## Task details
In the records below, count each line where the word "color" appears, and reply with that number only.

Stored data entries

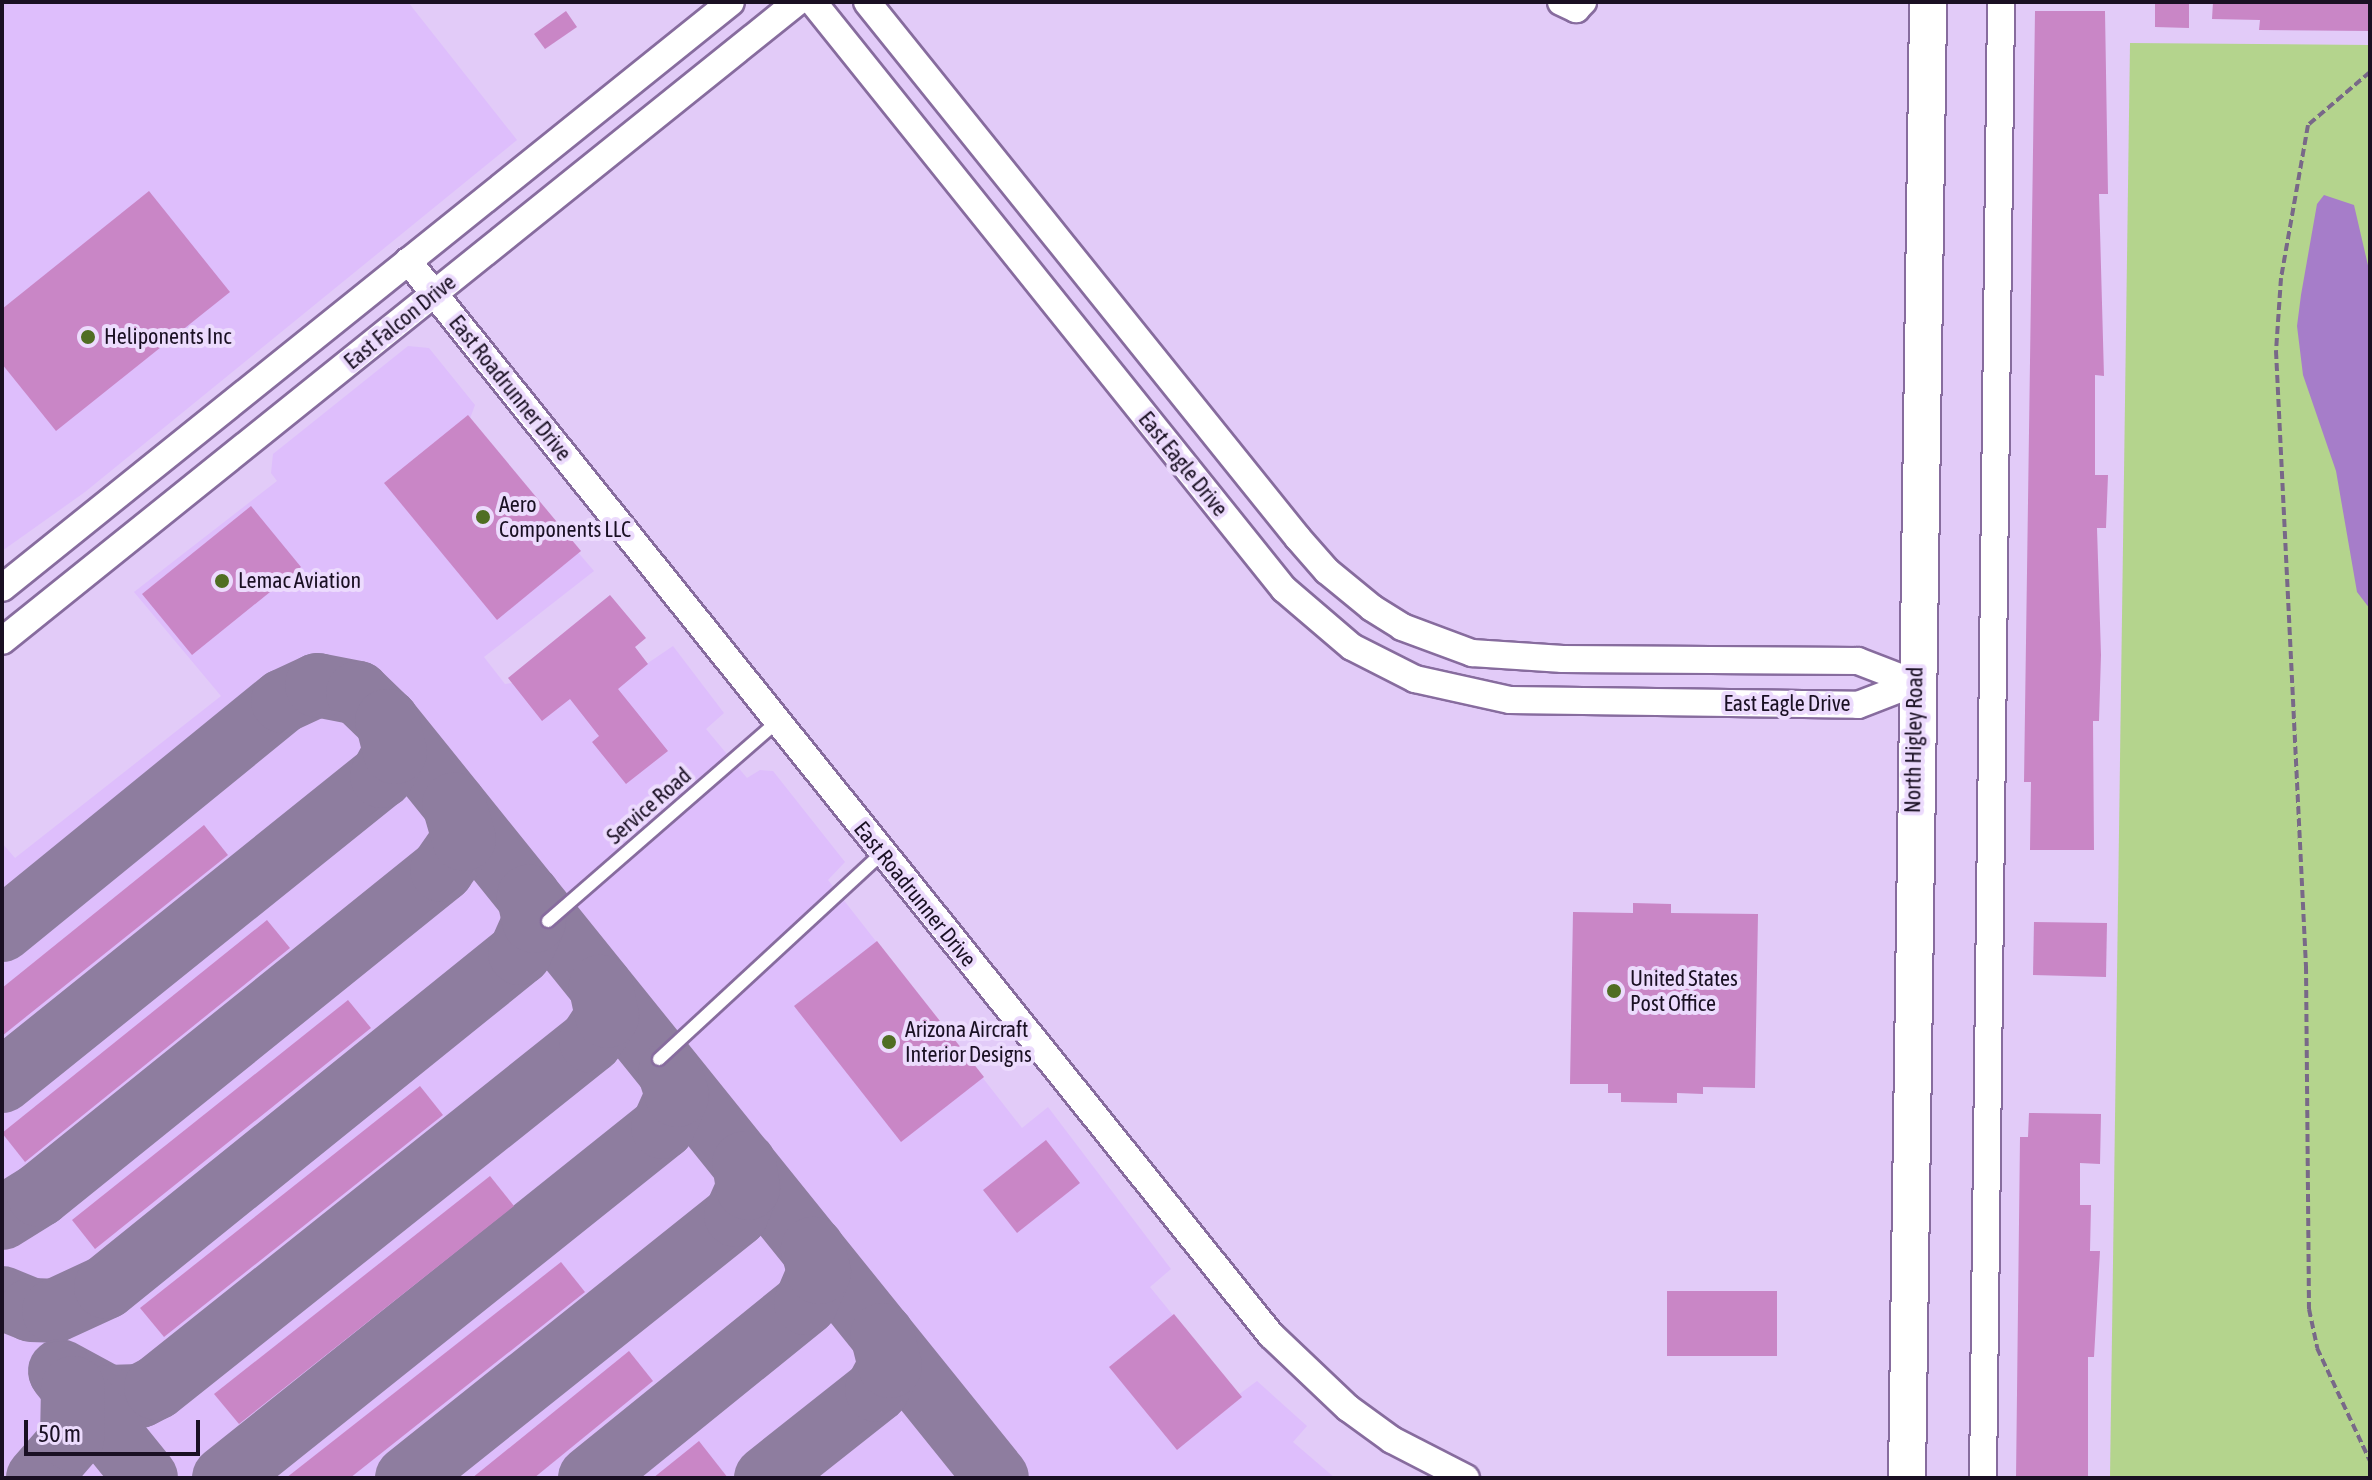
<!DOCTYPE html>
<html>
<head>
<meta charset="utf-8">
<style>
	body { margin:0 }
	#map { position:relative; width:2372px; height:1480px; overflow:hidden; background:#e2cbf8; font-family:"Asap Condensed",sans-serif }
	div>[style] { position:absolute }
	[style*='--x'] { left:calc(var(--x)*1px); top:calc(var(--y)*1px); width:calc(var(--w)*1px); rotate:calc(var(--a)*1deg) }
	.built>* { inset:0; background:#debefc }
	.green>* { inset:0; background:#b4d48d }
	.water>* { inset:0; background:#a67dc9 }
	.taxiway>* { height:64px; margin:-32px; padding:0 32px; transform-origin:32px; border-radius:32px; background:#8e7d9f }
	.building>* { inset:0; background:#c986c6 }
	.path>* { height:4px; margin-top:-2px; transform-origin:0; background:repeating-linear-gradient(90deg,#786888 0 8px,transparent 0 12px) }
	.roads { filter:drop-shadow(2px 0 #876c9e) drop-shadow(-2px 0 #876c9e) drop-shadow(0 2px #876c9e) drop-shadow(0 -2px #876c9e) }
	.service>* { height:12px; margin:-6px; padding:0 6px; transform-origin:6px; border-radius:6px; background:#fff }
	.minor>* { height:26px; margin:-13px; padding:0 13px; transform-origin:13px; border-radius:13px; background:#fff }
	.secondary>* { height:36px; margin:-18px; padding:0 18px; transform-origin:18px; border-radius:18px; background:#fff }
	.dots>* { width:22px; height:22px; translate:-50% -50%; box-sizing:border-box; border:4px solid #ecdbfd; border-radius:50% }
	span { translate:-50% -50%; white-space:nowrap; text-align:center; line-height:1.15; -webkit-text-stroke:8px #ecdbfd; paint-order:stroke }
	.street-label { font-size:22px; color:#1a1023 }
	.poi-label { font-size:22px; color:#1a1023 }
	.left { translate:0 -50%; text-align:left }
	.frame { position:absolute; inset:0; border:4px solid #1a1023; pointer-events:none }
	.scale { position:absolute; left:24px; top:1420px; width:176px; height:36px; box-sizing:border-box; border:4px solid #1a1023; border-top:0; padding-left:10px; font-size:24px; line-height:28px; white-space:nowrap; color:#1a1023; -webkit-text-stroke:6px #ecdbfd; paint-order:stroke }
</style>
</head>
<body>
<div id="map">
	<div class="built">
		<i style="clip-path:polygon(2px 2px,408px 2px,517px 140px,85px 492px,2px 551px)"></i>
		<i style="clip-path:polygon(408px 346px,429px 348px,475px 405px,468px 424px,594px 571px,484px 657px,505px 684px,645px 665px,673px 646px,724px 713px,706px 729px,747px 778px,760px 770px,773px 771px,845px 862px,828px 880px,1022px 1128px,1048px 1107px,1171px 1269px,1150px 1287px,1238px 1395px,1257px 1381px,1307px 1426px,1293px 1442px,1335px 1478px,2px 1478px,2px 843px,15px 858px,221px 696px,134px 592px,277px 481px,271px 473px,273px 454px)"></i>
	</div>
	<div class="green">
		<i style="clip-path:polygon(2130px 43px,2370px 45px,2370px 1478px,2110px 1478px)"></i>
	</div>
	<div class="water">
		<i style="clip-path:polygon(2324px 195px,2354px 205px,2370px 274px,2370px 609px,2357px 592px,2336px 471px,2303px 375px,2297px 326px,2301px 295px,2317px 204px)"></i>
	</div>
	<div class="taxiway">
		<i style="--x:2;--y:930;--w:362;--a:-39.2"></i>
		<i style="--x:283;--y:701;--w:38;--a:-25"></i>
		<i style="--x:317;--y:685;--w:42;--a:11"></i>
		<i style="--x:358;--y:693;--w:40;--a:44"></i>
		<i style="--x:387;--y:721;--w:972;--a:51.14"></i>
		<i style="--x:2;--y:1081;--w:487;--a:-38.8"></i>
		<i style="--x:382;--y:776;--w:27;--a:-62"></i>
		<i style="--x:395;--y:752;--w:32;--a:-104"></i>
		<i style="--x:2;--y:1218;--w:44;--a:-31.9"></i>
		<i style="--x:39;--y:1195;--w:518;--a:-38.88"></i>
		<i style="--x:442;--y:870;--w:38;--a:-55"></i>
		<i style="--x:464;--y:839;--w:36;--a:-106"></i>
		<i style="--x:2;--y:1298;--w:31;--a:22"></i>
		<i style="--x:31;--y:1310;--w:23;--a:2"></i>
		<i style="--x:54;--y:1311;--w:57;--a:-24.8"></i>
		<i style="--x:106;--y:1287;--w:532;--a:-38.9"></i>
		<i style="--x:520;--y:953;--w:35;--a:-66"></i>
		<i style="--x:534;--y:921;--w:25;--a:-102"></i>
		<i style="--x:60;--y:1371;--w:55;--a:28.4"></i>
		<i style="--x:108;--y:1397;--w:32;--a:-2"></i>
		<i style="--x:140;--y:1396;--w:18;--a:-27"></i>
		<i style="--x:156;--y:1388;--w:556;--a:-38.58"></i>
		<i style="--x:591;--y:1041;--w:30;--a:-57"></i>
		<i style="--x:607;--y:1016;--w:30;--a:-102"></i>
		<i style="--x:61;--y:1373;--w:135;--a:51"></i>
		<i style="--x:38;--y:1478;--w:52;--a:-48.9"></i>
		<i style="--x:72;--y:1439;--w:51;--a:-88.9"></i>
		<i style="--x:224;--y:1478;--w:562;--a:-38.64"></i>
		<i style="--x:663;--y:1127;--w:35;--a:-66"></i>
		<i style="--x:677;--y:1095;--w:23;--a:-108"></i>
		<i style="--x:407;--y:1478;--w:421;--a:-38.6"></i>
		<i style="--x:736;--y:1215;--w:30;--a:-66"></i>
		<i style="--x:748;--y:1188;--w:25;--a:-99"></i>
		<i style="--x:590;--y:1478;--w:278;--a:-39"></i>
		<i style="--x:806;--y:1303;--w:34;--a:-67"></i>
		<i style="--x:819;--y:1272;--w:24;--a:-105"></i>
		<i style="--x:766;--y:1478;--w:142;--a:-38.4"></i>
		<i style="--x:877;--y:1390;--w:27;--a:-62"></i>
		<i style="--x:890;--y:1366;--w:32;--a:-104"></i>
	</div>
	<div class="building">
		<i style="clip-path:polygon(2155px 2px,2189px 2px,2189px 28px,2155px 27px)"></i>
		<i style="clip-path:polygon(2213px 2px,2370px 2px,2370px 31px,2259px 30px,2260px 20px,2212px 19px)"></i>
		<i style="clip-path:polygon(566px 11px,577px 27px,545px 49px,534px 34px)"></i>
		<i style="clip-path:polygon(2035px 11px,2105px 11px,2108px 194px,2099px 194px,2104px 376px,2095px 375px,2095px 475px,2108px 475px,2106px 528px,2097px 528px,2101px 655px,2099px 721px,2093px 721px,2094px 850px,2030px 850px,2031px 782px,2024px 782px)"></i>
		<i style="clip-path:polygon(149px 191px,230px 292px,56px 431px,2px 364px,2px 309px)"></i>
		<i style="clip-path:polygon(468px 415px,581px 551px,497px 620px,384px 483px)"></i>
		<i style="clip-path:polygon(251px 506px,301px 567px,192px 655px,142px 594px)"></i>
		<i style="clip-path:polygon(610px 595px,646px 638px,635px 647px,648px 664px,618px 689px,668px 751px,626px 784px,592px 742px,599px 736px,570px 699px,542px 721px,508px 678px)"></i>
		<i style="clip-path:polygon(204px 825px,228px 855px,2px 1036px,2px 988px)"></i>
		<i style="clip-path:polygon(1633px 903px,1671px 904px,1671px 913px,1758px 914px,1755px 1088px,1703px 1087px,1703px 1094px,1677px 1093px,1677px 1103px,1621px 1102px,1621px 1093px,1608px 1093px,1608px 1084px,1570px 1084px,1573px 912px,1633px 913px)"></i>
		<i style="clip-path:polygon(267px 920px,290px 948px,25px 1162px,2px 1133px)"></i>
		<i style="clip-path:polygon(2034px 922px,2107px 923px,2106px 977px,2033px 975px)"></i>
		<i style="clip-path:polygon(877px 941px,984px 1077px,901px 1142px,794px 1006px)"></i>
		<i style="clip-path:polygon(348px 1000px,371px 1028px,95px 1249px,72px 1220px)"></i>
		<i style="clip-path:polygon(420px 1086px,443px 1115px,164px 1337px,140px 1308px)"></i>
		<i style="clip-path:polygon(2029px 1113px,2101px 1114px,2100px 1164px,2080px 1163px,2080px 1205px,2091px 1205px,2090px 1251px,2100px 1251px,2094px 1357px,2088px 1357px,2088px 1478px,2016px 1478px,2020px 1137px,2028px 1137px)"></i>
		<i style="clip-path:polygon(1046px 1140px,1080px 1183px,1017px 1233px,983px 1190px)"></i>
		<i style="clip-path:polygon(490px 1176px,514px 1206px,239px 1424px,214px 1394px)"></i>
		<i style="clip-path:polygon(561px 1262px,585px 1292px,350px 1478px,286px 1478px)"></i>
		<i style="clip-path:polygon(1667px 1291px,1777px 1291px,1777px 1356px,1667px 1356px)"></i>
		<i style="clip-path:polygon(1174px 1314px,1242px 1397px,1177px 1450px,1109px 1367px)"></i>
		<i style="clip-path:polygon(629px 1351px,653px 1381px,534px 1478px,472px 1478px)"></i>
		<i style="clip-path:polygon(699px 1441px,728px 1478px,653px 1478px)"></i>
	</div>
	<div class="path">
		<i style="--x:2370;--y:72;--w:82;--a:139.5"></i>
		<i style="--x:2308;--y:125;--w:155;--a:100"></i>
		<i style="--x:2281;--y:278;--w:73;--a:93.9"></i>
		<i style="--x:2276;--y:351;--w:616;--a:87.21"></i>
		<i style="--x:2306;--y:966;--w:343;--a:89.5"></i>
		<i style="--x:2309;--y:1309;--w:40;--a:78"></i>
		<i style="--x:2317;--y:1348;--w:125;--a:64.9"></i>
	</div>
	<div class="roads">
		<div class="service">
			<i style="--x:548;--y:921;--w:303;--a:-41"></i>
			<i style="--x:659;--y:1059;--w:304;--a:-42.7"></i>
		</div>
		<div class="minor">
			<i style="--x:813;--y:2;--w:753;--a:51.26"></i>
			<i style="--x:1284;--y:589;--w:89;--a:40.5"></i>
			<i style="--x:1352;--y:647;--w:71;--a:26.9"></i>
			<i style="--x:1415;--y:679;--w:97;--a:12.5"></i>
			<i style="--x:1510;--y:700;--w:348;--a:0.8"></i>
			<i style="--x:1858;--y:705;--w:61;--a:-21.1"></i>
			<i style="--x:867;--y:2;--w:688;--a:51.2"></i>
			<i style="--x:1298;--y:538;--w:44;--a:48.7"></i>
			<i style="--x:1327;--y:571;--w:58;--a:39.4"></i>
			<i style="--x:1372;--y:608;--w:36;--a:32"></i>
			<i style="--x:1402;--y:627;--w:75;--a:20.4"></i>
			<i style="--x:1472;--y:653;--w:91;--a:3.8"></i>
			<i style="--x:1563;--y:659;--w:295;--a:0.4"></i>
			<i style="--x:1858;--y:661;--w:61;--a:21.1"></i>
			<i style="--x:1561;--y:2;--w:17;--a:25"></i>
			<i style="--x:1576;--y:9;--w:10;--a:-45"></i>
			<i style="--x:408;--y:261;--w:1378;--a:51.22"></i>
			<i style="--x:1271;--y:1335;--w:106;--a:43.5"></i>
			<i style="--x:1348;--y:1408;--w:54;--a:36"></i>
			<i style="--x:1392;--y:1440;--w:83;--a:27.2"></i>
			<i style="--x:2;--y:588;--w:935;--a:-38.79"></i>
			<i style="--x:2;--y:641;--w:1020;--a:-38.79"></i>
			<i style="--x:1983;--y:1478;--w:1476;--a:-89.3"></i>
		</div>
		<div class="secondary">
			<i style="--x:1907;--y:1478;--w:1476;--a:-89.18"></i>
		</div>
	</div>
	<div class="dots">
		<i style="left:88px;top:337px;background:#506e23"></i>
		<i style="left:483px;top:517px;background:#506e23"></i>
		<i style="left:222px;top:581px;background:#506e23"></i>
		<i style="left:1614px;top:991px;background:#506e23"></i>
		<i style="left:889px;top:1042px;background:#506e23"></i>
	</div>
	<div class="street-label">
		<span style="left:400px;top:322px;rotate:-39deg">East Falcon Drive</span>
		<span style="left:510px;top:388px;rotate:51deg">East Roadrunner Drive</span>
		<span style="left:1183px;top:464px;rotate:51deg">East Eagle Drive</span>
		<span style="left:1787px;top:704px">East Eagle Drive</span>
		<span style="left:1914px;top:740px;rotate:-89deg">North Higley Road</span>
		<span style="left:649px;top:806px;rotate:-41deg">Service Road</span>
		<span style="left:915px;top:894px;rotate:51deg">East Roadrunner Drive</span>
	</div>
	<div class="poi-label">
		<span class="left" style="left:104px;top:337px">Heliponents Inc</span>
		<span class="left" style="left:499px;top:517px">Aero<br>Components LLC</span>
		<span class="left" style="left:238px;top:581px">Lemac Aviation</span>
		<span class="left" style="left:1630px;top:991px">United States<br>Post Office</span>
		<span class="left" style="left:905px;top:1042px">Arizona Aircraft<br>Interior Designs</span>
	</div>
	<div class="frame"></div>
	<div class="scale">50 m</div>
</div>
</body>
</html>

## Solution for this task
3